Yesterday outside State House, people protested with vigorous anger. Leader of the Alliance For Change party, Khemraj Ramjattan,  left his Budget-slashing seat inside the House to join the parade of placards.

Two stormy waves of protests hang over our heads this week: the political Opposition’s lame effort to exercise some semblance of Parliamentary power over the Government’s proposal to spend State funds, and this vexing and annoying Jagdeo abuse of his Presidential privilege, to empower his cronies.
What no one seems able in the society to answer is this: how could we generate solutions around these problems?

We suffer under a Government that bullies the people. Though not new – as since pre-Independence this problem keeps anchoring us in a sinkhole of unimaginable political backwardness – we must start to think about how to rid ourselves of it.
The Government cannot continue to use its State power to bully us.

One reason, of course, for Government’s bullying us is that we lack leaders of genuine leadership intelligence.
For example, despite widespread favourable comments about the Government’s national Budget, the Opposition never once demonstrated the magnanimity or generosity of spirit to praise the effort.

Instead, with a juvenile glee, with a childish zeal for the perceived power it holds in a paralysed Parliament, the Opposition pounces and attacks the Budget to cut and slash and tear sections to pieces.

How could the Opposition best deal with the Government’s National Budget?
Last year citizens saw the slash and cut efforts produce nothing of substance. People feel it was all a waste of time, energy and State funds.
How do we generate the solutions that work best for us?

How do we deal with a Jagdeo, who seems so contemptuous in his response to critics?

Protesting and carrying placards in the public square cannot generate the solutions we want.

We see from last year that slashing and cutting and tearing up sections of the Budget achieve nothing at all.

In the face of a complete lack of power in Parliament, the Opposition grasps at these cuts to fool itself that it is relevant. But in our post-1980 political power structure, an Opposition never became relevant. Parliament is but a showcase, lacking substance. Like the role of the Prime Minister, the House sits like a ceremonious fat-cat, lacking teeth.

Government’s Cabinet, sitting behind closed door, embodies the true political power in this country.
Adding to this scenario, we see too many of the Government critics harbouring personal vendettas against Jagdeo’s acrimonious, strife-ridden style of leadership.

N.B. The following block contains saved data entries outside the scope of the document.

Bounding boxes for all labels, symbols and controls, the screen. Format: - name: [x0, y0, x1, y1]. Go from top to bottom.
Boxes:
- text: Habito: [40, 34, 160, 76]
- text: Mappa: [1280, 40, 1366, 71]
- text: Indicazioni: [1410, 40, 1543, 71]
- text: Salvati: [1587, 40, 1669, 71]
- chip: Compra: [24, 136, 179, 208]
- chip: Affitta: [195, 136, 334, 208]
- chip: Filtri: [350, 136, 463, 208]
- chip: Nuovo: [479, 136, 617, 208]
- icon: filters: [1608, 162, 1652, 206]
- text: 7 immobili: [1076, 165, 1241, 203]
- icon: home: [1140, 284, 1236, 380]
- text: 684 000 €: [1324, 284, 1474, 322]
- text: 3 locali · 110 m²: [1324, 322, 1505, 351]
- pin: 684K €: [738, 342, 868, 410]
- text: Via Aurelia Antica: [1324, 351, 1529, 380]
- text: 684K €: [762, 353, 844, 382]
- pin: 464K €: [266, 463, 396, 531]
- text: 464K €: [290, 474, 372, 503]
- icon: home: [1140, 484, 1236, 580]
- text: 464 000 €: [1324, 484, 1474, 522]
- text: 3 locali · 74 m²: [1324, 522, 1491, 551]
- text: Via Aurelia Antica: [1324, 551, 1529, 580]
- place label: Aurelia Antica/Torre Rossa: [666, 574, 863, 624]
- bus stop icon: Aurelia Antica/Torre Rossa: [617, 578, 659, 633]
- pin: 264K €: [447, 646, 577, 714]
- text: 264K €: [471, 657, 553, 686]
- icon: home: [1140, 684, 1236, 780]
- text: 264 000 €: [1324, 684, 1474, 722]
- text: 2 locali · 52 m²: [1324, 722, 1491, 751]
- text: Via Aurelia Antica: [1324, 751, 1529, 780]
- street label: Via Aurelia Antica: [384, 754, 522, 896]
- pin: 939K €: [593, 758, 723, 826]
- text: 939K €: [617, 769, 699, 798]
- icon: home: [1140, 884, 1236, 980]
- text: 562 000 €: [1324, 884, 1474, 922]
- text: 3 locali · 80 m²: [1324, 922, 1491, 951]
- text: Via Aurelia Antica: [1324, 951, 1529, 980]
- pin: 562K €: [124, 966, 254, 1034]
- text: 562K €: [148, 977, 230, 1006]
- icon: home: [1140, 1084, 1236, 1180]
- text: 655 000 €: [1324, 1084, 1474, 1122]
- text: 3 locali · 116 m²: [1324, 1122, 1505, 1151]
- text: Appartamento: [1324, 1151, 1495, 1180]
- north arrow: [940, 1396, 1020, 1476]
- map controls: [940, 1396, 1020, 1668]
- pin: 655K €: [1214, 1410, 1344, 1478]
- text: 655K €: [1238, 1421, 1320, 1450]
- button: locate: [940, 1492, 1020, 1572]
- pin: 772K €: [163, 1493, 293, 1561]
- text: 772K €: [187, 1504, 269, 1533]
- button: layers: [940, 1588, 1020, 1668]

Some sections of the private media, and a wide swath of the political opposition, cannot exercise the professionalism and integrity and independence of the serious critic. These folks protest because they feel personally affronted under the steamrolling Jagdeo.

In the common cause of opposing the Jagdeo tendency of this Government to bully its way to executive power and personal riches, we see critics joining hands across the society. The waves of protests then blur into confusion, with people venting personal vendettas joining with serious critics.

So we lack leadership of intelligence and genuine care. Although a few voices – like Anand Goolsarran, Ralph Ramkarran, Henry Jeffrey and Clive Thomas – maintain their professional integrity, citizens can no longer take the waves of protest that erupt every so often with a serious face.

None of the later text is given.